■ Work to be completed
Return every line of the listing that includes the string "icon".

■ Data section
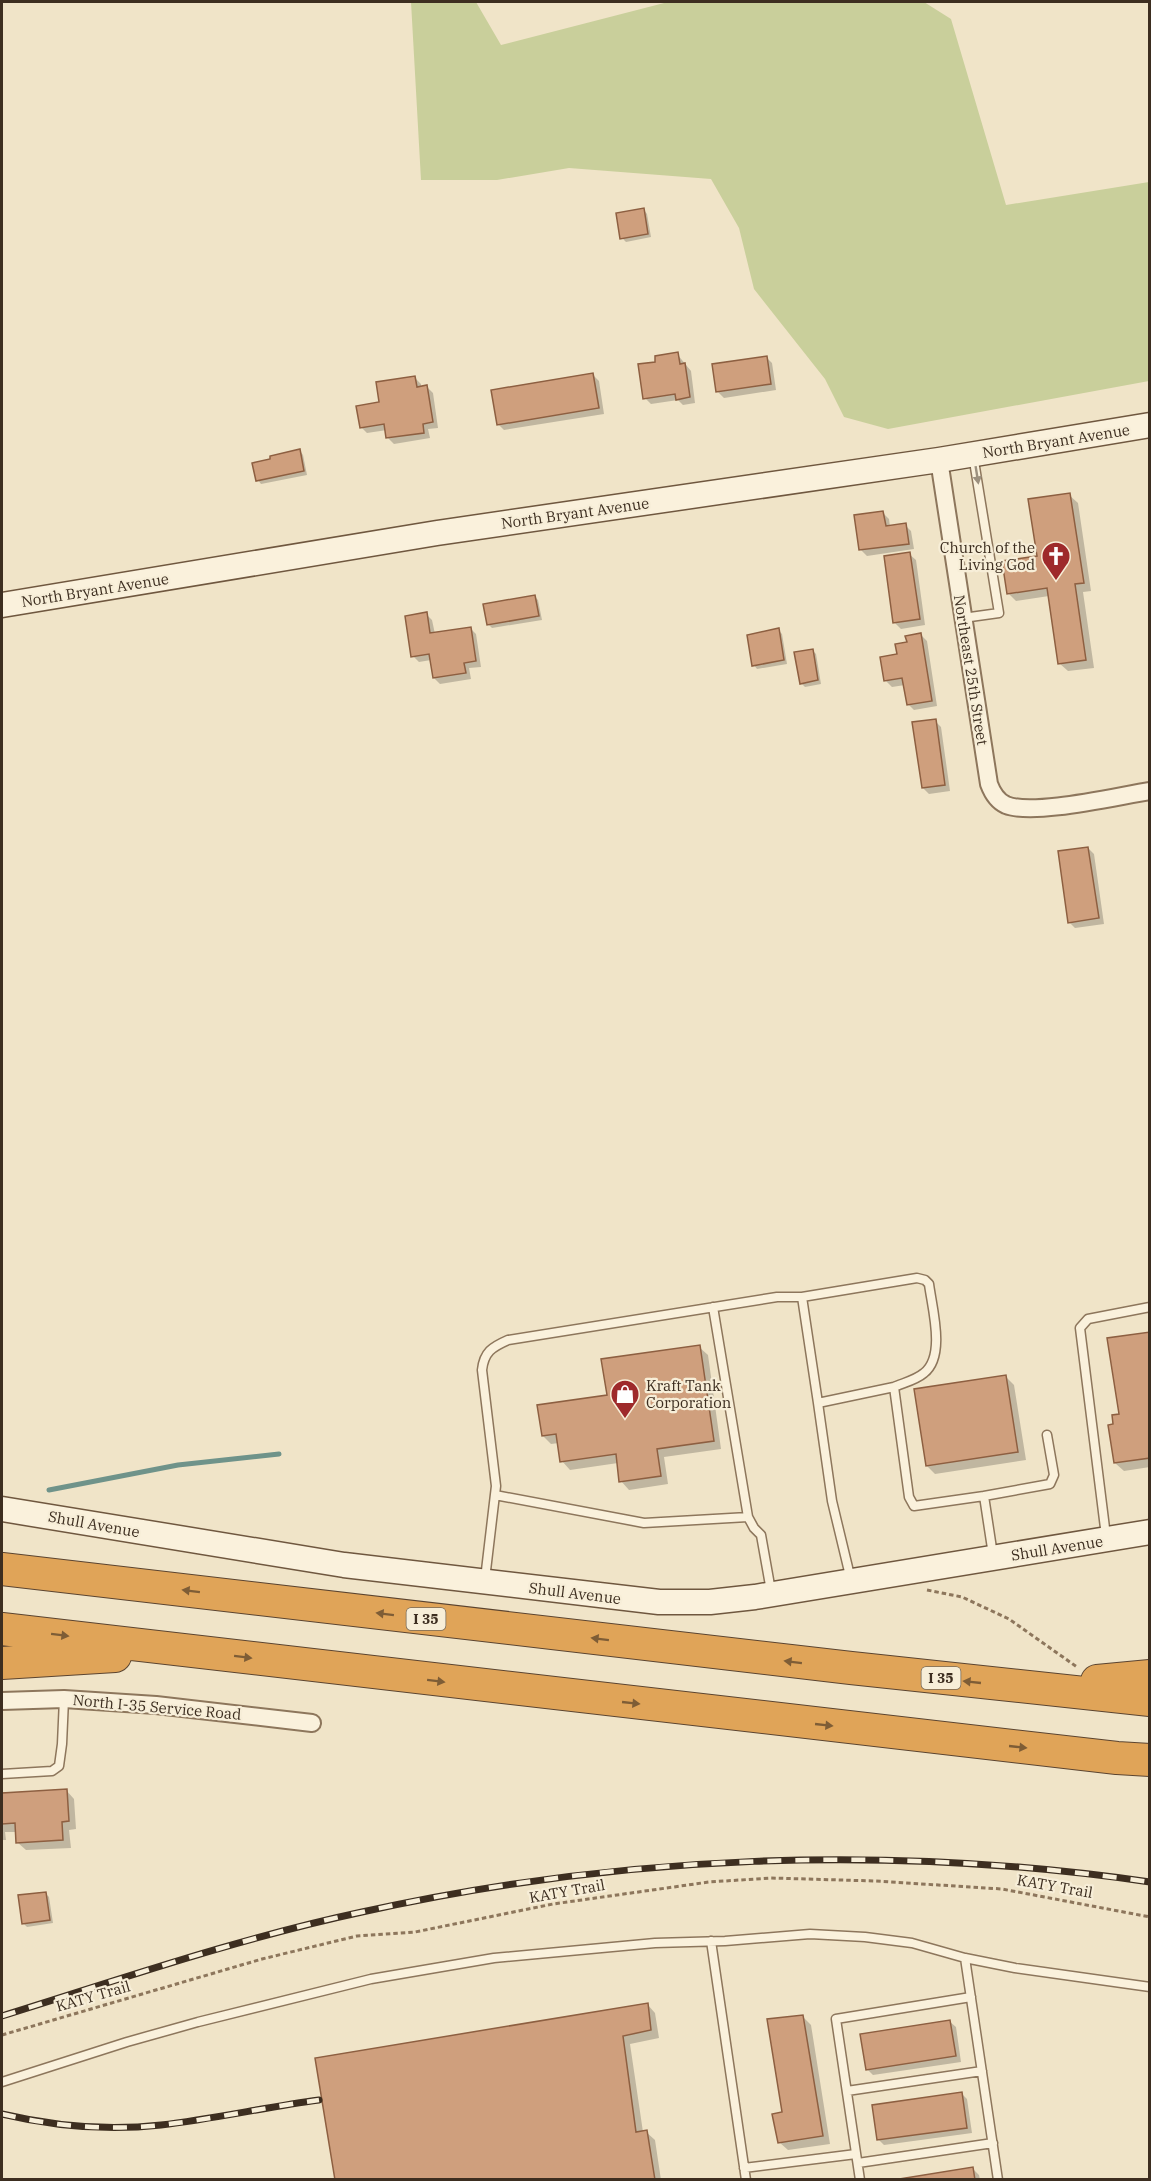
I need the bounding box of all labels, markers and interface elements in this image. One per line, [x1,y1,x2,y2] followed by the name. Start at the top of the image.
[981,420,1131,462] street label: North Bryant Avenue
[972,465,981,484] one-way arrow
[500,493,650,533] street label: North Bryant Avenue
[940,538,1035,574] place label: Church of the Living God
[1040,540,1072,582] church icon: Church of the Living God
[20,569,170,611] street label: North Bryant Avenue
[950,593,992,747] street label: Northeast 25th Street
[646,1376,732,1412] place label: Kraft Tank Corporation
[609,1378,641,1420] shop icon: Kraft Tank Corporation
[47,1507,141,1541] street label: Shull Avenue
[1010,1531,1104,1565] street label: Shull Avenue
[528,1578,622,1608] street label: Shull Avenue
[182,1586,201,1596] one-way arrow
[406,1608,446,1630] road number: I 35
[375,1609,394,1619] one-way arrow
[50,1631,69,1640] one-way arrow
[590,1634,609,1644] one-way arrow
[233,1653,252,1662] one-way arrow
[784,1657,803,1666] one-way arrow
[922,1667,960,1689] road number: I 35
[427,1676,446,1685] one-way arrow
[962,1677,981,1686] one-way arrow
[72,1690,242,1724] street label: North I-35 Service Road
[621,1698,640,1708] one-way arrow
[815,1720,834,1730] one-way arrow
[1009,1742,1028,1752] one-way arrow
[1016,1870,1094,1902] street label: KATY Trail
[528,1875,606,1907] street label: KATY Trail
[54,1976,132,2016] street label: KATY Trail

■ Exercise solution
[1040,540,1072,582] church icon: Church of the Living God
[609,1378,641,1420] shop icon: Kraft Tank Corporation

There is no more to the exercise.